Assigned task:
Restate all of the entries exactly, dropping any pictures they hold.

Source records:
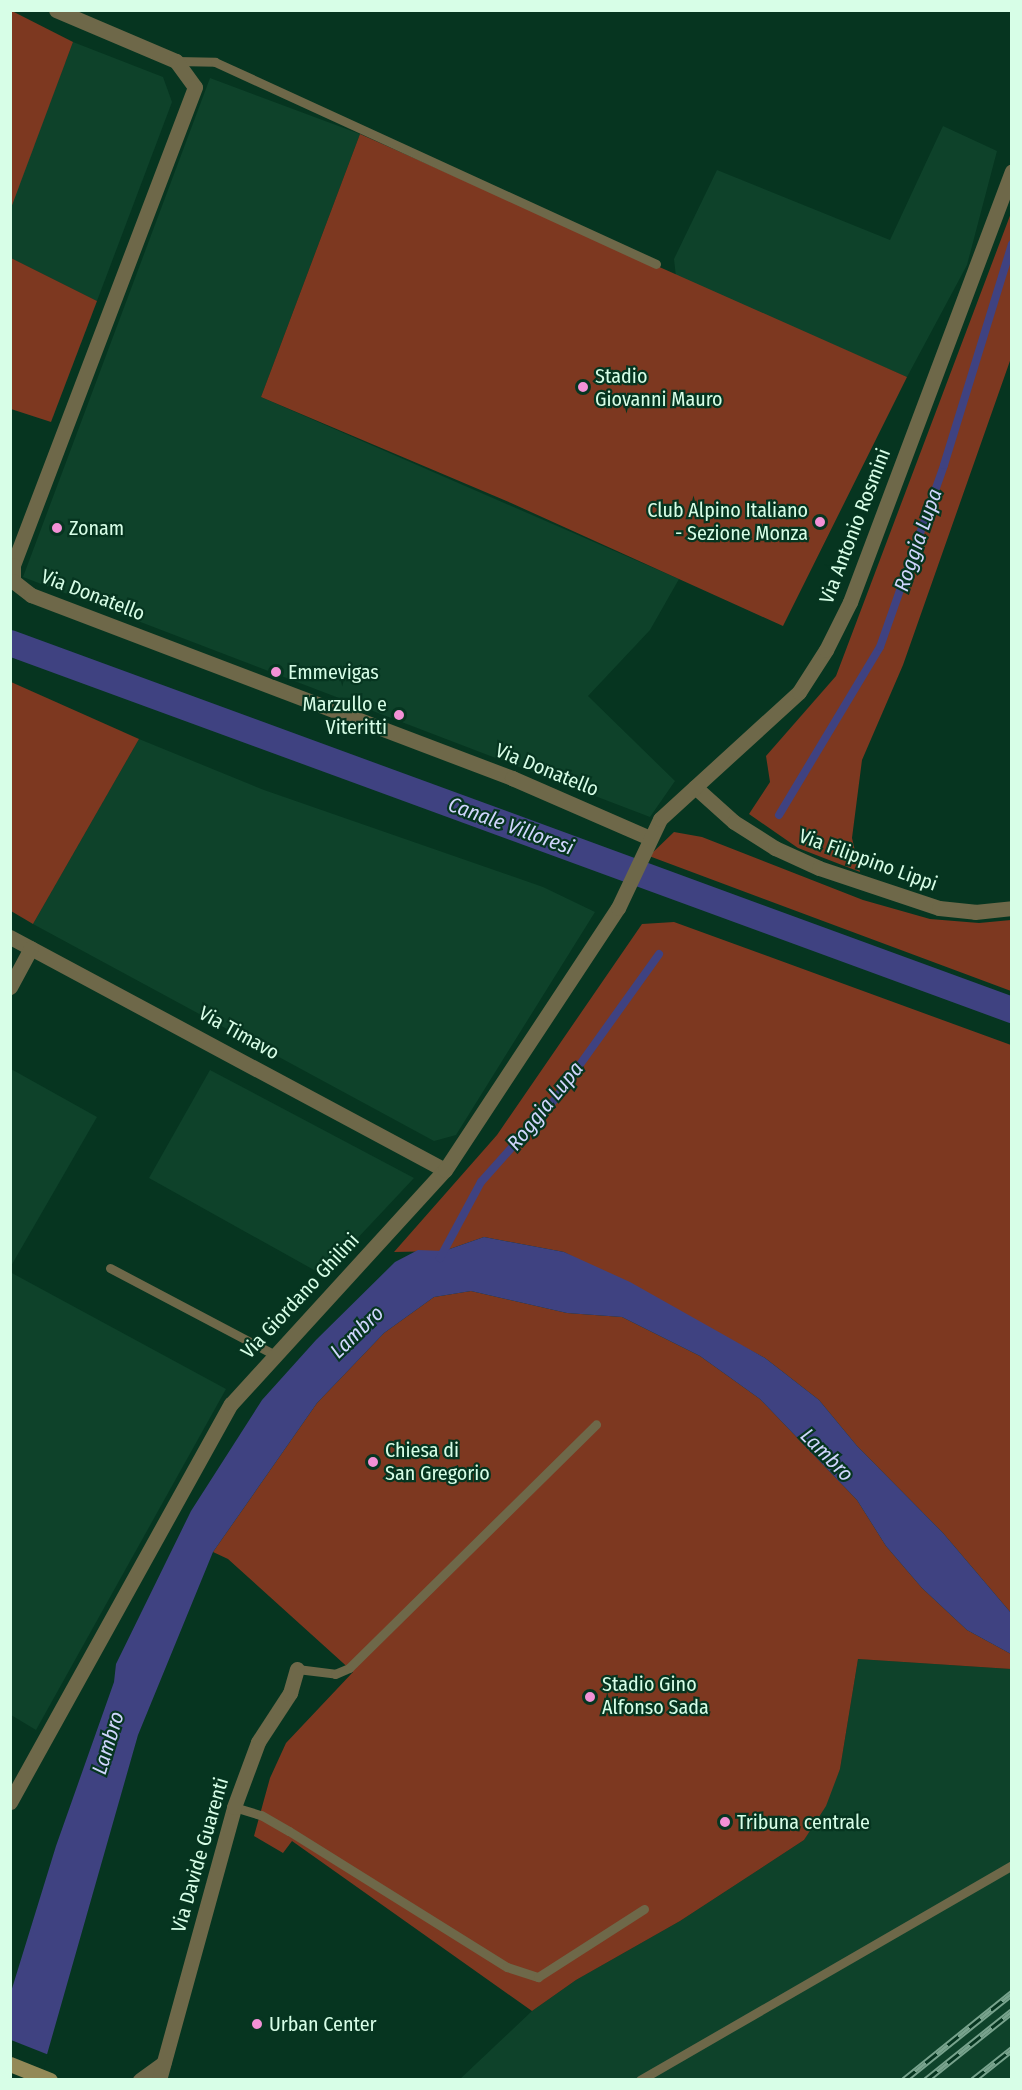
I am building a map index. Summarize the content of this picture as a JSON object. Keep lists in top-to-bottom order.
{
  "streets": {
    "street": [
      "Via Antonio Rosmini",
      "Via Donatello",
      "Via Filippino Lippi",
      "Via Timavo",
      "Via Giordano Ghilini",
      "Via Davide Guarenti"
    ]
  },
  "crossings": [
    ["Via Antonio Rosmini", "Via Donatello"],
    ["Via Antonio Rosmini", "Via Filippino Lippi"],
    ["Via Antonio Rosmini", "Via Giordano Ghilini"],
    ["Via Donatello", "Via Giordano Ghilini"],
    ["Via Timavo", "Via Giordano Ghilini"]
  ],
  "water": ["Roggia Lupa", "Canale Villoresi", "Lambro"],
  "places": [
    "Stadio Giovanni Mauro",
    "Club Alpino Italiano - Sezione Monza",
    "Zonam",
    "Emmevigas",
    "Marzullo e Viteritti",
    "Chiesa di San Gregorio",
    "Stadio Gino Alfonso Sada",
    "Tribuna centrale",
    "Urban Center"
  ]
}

Output for this exercise:
I am building a map index. Summarize the content of this picture as a JSON object. Keep lists in top-to-bottom order.
{
  "streets": {
    "street": [
      "Via Antonio Rosmini",
      "Via Donatello",
      "Via Filippino Lippi",
      "Via Timavo",
      "Via Giordano Ghilini",
      "Via Davide Guarenti"
    ]
  },
  "crossings": [
    ["Via Antonio Rosmini", "Via Donatello"],
    ["Via Antonio Rosmini", "Via Filippino Lippi"],
    ["Via Antonio Rosmini", "Via Giordano Ghilini"],
    ["Via Donatello", "Via Giordano Ghilini"],
    ["Via Timavo", "Via Giordano Ghilini"]
  ],
  "water": ["Roggia Lupa", "Canale Villoresi", "Lambro"],
  "places": [
    "Stadio Giovanni Mauro",
    "Club Alpino Italiano - Sezione Monza",
    "Zonam",
    "Emmevigas",
    "Marzullo e Viteritti",
    "Chiesa di San Gregorio",
    "Stadio Gino Alfonso Sada",
    "Tribuna centrale",
    "Urban Center"
  ]
}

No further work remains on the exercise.